Start of Data in this exercise

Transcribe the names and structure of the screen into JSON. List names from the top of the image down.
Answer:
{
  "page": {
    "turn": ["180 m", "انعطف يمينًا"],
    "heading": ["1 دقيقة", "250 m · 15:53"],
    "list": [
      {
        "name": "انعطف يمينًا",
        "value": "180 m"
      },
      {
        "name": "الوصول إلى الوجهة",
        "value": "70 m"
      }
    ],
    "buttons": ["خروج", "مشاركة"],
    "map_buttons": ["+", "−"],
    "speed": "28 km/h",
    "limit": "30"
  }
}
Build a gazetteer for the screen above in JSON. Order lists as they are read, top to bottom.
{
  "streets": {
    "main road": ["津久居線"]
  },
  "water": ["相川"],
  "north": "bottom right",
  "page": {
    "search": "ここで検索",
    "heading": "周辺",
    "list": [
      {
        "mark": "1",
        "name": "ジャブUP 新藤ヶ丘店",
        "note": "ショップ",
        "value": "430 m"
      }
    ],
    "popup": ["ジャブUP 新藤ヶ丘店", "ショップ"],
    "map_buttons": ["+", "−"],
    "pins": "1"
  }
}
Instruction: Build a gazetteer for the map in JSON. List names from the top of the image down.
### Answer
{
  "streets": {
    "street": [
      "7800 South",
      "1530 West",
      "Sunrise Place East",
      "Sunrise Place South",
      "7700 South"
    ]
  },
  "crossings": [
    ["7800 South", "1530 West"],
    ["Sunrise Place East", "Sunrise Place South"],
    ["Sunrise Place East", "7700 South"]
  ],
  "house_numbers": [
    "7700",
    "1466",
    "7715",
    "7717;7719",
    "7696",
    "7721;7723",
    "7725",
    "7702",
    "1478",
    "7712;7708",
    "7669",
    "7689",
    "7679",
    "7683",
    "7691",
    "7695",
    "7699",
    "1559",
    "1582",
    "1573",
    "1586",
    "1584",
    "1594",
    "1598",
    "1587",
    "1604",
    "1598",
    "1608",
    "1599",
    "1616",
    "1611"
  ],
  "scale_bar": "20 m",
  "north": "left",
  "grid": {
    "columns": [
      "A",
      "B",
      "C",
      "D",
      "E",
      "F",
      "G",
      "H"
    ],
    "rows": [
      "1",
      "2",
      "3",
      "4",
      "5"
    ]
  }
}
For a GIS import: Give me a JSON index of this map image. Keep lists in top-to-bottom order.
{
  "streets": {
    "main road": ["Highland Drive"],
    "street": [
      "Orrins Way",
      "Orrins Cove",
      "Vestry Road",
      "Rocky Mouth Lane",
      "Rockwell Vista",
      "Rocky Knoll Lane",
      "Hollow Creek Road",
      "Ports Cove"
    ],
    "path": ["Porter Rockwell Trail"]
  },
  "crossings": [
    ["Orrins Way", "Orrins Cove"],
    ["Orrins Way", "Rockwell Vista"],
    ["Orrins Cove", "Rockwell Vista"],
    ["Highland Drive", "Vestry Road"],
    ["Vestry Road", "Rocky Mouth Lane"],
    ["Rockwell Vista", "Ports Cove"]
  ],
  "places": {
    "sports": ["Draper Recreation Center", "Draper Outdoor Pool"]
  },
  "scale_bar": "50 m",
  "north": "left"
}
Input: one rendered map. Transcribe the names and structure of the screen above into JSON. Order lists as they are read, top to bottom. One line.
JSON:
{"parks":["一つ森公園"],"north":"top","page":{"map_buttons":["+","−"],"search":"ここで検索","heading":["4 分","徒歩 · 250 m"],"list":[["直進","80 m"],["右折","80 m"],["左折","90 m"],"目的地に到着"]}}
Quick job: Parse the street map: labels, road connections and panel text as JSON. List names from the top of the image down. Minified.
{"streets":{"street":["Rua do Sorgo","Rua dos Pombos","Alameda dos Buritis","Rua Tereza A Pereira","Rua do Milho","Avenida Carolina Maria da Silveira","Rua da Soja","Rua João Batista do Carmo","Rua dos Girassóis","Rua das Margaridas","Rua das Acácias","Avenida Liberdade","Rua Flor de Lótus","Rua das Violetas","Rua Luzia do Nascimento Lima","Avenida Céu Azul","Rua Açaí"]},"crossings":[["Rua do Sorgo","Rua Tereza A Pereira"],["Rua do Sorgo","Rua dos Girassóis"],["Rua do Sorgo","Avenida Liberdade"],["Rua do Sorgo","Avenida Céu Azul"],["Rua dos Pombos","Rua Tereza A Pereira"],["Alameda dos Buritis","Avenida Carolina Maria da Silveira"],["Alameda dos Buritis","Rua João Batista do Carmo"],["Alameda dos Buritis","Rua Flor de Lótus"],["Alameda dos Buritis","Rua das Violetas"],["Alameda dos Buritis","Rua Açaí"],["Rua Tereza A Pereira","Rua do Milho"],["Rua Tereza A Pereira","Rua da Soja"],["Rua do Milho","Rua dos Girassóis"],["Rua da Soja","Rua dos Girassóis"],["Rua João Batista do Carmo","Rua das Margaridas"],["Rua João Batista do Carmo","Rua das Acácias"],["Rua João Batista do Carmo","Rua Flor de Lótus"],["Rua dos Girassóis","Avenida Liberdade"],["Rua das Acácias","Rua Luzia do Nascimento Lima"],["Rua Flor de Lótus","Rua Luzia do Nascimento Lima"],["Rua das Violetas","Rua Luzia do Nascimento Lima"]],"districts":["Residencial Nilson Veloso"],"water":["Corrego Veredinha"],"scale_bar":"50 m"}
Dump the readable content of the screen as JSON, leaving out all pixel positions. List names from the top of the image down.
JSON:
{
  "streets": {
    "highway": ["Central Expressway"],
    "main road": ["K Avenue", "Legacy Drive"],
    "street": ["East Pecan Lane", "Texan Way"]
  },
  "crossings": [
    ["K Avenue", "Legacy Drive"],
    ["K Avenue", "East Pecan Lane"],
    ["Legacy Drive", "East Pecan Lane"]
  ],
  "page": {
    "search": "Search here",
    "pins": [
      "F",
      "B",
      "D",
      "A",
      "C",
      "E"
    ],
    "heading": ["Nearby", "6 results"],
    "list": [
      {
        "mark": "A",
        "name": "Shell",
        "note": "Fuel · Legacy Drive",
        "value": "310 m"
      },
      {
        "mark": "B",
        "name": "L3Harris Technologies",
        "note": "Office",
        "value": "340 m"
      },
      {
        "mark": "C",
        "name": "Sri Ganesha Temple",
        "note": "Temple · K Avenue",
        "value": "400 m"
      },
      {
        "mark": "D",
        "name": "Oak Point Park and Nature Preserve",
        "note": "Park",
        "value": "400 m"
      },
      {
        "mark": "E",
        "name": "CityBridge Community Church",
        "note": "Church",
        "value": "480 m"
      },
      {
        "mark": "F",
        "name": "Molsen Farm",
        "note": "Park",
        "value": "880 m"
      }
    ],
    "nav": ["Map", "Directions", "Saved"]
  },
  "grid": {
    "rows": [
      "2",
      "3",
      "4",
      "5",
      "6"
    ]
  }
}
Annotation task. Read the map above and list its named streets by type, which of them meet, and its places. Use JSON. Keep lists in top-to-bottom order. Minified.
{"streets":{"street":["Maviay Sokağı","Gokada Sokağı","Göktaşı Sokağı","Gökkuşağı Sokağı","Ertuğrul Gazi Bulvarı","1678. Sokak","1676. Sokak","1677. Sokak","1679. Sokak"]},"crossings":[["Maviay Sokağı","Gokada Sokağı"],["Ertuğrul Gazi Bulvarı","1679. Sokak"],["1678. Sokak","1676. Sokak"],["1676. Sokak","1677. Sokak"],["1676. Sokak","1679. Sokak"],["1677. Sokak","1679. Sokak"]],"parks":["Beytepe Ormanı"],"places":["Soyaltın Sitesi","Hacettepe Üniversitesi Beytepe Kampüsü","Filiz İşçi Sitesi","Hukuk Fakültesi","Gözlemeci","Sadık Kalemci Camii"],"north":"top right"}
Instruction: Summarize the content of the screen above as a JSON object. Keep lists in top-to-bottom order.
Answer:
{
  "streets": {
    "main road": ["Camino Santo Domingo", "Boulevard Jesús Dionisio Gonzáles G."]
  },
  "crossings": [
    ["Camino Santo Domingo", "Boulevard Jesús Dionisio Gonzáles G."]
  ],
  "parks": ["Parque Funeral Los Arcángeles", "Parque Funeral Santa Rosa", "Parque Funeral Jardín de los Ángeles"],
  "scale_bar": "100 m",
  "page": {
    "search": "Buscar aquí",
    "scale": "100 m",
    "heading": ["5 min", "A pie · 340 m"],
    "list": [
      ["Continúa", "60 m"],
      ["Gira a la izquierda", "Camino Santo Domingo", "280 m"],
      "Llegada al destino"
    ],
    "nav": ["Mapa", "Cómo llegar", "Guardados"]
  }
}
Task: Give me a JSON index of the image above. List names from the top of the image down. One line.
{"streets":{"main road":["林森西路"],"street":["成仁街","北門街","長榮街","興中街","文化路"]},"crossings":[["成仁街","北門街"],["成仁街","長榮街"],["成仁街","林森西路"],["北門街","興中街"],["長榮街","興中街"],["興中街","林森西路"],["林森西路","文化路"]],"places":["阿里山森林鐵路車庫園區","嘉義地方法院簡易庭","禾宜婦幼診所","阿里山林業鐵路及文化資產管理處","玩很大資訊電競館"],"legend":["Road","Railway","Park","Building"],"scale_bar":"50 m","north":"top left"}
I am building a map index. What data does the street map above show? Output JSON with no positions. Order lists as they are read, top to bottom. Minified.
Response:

End of Data in this exercise

◆ Problem description:
Reproduce the lines from the one with "Instruction: Summarize the" to the end of the data exactly, leaving out every earlier line.

◆ Finished task:
Instruction: Summarize the content of the screen above as a JSON object. Keep lists in top-to-bottom order.
Answer:
{
  "streets": {
    "main road": ["Camino Santo Domingo", "Boulevard Jesús Dionisio Gonzáles G."]
  },
  "crossings": [
    ["Camino Santo Domingo", "Boulevard Jesús Dionisio Gonzáles G."]
  ],
  "parks": ["Parque Funeral Los Arcángeles", "Parque Funeral Santa Rosa", "Parque Funeral Jardín de los Ángeles"],
  "scale_bar": "100 m",
  "page": {
    "search": "Buscar aquí",
    "scale": "100 m",
    "heading": ["5 min", "A pie · 340 m"],
    "list": [
      ["Continúa", "60 m"],
      ["Gira a la izquierda", "Camino Santo Domingo", "280 m"],
      "Llegada al destino"
    ],
    "nav": ["Mapa", "Cómo llegar", "Guardados"]
  }
}
Task: Give me a JSON index of the image above. List names from the top of the image down. One line.
{"streets":{"main road":["林森西路"],"street":["成仁街","北門街","長榮街","興中街","文化路"]},"crossings":[["成仁街","北門街"],["成仁街","長榮街"],["成仁街","林森西路"],["北門街","興中街"],["長榮街","興中街"],["興中街","林森西路"],["林森西路","文化路"]],"places":["阿里山森林鐵路車庫園區","嘉義地方法院簡易庭","禾宜婦幼診所","阿里山林業鐵路及文化資產管理處","玩很大資訊電競館"],"legend":["Road","Railway","Park","Building"],"scale_bar":"50 m","north":"top left"}
I am building a map index. What data does the street map above show? Output JSON with no positions. Order lists as they are read, top to bottom. Minified.
Response:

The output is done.